Nothing but a number should be given: the count of lines in the listing that include "service".

┄┄┄┄┄┄

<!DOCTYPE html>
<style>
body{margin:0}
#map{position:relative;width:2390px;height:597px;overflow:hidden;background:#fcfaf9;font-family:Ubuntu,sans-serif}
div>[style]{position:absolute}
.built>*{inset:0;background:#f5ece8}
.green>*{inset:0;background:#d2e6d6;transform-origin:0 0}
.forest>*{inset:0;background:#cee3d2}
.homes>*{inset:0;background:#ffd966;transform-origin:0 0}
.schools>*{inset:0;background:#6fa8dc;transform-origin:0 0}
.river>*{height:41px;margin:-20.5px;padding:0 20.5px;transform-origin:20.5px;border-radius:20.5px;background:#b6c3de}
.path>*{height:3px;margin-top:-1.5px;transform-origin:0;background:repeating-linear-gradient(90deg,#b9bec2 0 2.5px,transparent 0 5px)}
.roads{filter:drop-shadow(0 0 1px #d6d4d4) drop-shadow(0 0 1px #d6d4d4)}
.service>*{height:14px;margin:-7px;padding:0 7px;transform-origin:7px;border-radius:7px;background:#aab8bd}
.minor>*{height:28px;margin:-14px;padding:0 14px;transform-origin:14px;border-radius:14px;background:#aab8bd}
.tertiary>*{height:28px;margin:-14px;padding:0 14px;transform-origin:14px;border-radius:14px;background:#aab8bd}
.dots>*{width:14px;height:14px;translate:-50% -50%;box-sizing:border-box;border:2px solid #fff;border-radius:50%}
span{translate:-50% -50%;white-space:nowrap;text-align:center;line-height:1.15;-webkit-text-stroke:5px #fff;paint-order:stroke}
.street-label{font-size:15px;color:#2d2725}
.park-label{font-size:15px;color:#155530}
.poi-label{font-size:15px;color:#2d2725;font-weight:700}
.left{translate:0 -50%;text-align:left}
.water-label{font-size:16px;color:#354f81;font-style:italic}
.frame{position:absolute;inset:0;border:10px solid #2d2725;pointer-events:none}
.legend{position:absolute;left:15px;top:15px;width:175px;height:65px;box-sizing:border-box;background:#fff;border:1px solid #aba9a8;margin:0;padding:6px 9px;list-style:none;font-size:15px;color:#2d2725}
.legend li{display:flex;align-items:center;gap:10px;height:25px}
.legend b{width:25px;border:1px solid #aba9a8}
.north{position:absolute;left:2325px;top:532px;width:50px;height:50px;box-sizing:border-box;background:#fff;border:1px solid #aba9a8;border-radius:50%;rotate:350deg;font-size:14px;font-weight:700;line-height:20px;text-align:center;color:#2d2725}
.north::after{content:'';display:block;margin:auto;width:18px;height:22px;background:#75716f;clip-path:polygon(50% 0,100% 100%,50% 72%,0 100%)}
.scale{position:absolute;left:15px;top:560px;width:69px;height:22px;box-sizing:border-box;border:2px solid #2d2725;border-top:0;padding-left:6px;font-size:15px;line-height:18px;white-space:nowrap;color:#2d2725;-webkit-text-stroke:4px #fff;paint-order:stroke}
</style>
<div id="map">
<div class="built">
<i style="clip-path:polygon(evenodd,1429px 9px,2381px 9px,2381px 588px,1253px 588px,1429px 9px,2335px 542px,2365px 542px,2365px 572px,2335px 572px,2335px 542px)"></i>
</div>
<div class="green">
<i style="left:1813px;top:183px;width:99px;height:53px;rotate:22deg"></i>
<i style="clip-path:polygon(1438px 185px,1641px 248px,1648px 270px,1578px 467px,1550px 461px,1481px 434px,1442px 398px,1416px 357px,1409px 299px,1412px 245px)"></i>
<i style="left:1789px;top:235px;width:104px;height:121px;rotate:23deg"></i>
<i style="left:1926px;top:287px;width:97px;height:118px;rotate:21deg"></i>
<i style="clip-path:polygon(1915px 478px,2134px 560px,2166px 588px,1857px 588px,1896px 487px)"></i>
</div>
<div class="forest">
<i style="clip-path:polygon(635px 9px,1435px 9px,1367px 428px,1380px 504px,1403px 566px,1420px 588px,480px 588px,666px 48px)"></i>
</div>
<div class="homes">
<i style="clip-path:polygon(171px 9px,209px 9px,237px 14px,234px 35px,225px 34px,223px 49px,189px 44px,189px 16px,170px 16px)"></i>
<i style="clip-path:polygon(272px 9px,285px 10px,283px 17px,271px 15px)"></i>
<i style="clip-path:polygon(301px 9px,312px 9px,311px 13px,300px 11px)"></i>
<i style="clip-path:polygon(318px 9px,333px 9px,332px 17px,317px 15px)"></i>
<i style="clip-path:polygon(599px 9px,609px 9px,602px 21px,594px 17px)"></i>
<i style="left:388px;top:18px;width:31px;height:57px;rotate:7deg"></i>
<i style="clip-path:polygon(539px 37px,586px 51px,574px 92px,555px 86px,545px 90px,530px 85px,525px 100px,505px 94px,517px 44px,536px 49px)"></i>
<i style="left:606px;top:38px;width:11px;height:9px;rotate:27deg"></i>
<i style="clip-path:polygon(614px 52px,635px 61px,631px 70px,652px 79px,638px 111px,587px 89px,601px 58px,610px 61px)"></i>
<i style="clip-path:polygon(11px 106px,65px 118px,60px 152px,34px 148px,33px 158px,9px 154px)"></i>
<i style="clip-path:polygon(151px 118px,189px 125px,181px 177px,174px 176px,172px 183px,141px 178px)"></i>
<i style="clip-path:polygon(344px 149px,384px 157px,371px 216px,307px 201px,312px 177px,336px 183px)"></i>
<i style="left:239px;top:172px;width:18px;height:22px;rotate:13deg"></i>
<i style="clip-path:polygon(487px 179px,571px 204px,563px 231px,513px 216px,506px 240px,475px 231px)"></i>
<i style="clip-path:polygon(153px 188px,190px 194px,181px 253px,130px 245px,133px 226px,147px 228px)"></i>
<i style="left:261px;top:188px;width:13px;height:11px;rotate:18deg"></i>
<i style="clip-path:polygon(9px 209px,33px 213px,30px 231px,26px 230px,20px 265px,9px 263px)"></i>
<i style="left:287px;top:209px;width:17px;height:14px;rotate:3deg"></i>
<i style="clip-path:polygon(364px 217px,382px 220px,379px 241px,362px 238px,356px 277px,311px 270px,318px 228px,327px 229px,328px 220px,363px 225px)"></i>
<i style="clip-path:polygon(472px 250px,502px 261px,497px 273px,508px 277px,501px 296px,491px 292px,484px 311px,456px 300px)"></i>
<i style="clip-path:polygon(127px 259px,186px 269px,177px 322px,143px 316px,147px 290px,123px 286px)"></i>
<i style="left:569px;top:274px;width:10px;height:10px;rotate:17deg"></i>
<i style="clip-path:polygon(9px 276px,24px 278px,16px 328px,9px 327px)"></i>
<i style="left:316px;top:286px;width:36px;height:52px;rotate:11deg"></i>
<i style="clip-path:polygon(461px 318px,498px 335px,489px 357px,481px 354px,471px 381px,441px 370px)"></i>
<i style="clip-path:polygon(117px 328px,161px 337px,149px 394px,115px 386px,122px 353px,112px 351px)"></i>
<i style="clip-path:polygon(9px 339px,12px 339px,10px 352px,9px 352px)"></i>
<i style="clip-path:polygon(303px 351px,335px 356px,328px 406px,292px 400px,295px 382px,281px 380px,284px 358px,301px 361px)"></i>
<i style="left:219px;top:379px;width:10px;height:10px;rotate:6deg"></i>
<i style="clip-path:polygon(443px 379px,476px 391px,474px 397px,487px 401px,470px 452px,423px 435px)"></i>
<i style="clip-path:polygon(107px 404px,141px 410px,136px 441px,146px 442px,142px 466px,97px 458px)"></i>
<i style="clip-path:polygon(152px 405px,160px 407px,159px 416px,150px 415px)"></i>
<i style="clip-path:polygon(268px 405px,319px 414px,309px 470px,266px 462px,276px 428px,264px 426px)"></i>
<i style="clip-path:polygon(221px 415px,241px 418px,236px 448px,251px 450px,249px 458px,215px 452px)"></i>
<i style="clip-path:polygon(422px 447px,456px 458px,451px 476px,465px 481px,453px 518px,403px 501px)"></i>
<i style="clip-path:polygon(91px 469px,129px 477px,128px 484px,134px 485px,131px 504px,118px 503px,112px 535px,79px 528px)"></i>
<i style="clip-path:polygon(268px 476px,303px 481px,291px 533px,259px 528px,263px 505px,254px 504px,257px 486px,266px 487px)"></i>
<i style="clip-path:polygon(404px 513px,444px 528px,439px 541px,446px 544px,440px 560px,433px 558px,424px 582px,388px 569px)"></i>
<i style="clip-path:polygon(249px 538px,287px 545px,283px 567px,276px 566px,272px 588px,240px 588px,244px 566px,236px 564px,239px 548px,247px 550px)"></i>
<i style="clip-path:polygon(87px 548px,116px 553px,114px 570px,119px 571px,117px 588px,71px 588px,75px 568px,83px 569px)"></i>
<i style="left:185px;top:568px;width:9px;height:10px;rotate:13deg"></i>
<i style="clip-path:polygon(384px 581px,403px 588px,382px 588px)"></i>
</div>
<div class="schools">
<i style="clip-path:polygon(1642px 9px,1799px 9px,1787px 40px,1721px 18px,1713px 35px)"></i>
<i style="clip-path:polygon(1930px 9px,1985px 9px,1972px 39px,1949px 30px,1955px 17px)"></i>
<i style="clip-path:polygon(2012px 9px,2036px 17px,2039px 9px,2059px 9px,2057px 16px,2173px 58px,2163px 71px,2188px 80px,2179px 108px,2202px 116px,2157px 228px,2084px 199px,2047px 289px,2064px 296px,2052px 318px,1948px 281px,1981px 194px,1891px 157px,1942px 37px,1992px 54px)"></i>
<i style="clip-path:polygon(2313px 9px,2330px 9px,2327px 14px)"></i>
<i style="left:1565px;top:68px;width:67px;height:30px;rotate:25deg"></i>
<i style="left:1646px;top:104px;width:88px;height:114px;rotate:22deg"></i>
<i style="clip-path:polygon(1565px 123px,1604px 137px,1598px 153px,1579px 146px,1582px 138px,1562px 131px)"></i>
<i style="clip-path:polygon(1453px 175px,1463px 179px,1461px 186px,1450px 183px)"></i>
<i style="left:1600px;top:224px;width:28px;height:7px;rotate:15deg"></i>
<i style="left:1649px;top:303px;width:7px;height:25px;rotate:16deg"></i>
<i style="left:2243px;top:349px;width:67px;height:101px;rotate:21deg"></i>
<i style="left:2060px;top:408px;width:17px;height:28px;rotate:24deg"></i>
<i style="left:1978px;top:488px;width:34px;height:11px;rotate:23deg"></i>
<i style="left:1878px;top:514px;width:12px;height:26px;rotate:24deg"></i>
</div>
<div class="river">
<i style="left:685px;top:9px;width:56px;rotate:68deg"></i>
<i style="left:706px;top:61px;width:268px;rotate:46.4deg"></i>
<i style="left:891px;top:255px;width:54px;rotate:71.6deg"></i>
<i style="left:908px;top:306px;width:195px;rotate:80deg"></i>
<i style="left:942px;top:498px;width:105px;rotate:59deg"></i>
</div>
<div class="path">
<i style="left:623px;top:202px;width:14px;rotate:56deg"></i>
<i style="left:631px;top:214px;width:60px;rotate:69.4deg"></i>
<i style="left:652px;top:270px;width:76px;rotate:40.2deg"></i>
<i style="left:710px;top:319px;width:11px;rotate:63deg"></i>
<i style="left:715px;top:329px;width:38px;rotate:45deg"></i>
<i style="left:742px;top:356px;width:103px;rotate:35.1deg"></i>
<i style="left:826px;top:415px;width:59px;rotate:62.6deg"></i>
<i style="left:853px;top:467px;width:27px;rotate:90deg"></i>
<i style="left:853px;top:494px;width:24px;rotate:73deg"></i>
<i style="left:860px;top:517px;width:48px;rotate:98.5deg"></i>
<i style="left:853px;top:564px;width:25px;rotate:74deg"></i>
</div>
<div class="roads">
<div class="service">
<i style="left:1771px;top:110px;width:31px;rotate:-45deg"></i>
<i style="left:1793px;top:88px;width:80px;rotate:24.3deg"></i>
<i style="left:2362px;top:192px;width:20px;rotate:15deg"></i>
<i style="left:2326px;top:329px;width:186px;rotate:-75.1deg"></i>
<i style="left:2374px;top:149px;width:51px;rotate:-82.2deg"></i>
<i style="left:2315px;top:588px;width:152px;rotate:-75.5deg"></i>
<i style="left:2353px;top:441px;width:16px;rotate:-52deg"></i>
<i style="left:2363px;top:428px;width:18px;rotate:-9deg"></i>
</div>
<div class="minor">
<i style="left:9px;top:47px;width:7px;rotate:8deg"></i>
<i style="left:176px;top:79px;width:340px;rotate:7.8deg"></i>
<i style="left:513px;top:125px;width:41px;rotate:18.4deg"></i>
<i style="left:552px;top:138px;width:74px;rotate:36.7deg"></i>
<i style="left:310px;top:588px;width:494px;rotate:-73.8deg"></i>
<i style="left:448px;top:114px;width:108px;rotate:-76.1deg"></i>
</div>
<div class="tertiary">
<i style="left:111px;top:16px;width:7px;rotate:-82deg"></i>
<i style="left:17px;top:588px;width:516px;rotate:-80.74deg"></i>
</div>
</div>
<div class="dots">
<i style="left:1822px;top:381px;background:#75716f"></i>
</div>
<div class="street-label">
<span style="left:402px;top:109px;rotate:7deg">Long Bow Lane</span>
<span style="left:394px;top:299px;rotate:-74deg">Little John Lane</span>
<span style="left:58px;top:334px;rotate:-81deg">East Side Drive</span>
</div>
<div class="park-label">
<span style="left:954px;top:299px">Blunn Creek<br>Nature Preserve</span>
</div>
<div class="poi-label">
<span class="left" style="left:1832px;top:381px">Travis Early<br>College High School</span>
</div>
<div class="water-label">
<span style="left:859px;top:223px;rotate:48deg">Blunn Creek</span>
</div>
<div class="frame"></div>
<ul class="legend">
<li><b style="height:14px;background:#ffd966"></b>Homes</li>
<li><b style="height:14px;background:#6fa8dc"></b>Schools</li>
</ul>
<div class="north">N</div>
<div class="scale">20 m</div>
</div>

┄┄┄┄┄┄

> _RESPONSE AREA_:
2